• Your task: Search the records for the string "position", then copy each line that has it.

• Records supplied:
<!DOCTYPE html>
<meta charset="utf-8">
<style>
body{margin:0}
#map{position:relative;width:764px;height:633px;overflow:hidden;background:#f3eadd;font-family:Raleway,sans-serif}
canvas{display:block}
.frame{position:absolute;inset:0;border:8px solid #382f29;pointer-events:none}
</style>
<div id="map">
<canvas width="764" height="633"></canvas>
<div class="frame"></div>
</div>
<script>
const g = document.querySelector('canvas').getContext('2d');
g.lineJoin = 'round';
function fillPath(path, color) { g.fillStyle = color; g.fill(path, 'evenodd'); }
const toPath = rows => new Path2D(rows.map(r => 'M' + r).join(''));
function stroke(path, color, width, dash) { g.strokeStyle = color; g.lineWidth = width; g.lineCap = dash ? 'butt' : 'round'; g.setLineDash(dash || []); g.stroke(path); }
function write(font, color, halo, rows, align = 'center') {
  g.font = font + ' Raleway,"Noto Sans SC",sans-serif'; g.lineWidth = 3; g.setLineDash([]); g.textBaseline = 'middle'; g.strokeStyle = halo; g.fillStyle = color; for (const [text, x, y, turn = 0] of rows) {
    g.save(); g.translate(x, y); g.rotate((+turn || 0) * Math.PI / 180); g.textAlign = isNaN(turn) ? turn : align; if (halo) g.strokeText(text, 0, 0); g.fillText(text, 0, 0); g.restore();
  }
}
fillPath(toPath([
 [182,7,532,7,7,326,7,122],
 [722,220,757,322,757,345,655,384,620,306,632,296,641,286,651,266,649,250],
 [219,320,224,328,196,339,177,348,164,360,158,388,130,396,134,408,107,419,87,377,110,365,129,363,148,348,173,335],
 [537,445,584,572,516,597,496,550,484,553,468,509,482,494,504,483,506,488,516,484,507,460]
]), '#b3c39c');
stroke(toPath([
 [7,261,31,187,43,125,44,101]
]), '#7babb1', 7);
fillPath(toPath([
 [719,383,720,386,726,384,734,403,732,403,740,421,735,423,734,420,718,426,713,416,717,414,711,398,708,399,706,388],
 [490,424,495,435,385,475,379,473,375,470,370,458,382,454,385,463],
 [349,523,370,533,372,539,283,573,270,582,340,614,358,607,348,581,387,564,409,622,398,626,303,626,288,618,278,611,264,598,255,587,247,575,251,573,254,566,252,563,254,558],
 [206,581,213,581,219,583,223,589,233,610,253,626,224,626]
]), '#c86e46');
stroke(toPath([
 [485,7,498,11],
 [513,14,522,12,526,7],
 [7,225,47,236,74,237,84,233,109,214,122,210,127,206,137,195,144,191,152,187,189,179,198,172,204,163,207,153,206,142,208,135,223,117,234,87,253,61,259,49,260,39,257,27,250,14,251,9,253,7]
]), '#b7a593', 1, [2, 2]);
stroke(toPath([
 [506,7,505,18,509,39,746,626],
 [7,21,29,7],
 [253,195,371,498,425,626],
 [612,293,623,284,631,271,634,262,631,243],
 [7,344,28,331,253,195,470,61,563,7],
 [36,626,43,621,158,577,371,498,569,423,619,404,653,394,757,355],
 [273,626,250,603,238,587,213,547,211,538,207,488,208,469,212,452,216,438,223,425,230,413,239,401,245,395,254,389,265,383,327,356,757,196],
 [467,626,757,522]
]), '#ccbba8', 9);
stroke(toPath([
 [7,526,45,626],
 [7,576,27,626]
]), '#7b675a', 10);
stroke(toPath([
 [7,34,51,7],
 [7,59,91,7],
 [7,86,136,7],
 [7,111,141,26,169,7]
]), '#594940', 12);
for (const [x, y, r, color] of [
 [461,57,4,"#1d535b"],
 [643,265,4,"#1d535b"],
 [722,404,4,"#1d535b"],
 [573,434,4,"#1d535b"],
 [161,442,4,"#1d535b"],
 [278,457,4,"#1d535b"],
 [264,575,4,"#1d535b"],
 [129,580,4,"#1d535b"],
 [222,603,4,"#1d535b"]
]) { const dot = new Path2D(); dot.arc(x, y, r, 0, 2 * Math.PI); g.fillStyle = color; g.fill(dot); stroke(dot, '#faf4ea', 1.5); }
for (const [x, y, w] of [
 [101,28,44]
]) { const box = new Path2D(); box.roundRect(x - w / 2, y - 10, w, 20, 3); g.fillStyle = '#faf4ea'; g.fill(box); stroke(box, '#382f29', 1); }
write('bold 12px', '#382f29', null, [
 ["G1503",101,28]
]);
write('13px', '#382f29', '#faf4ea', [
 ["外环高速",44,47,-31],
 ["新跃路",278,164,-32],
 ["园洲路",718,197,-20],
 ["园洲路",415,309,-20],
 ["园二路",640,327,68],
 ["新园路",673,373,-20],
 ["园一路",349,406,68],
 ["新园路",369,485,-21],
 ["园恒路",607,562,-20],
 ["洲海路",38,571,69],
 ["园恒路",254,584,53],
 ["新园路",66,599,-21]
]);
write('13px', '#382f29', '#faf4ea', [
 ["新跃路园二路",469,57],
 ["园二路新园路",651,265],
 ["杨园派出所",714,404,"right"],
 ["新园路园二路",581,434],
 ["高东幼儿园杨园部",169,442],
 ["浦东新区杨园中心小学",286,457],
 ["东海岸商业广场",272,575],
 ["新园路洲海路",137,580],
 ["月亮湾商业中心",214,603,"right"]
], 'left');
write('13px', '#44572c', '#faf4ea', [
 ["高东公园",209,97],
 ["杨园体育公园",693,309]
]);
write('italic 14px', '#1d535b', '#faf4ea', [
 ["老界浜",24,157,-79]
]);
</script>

• Result of this exercise:
#map{position:relative;width:764px;height:633px;overflow:hidden;background:#f3eadd;font-family:Raleway,sans-serif}
.frame{position:absolute;inset:0;border:8px solid #382f29;pointer-events:none}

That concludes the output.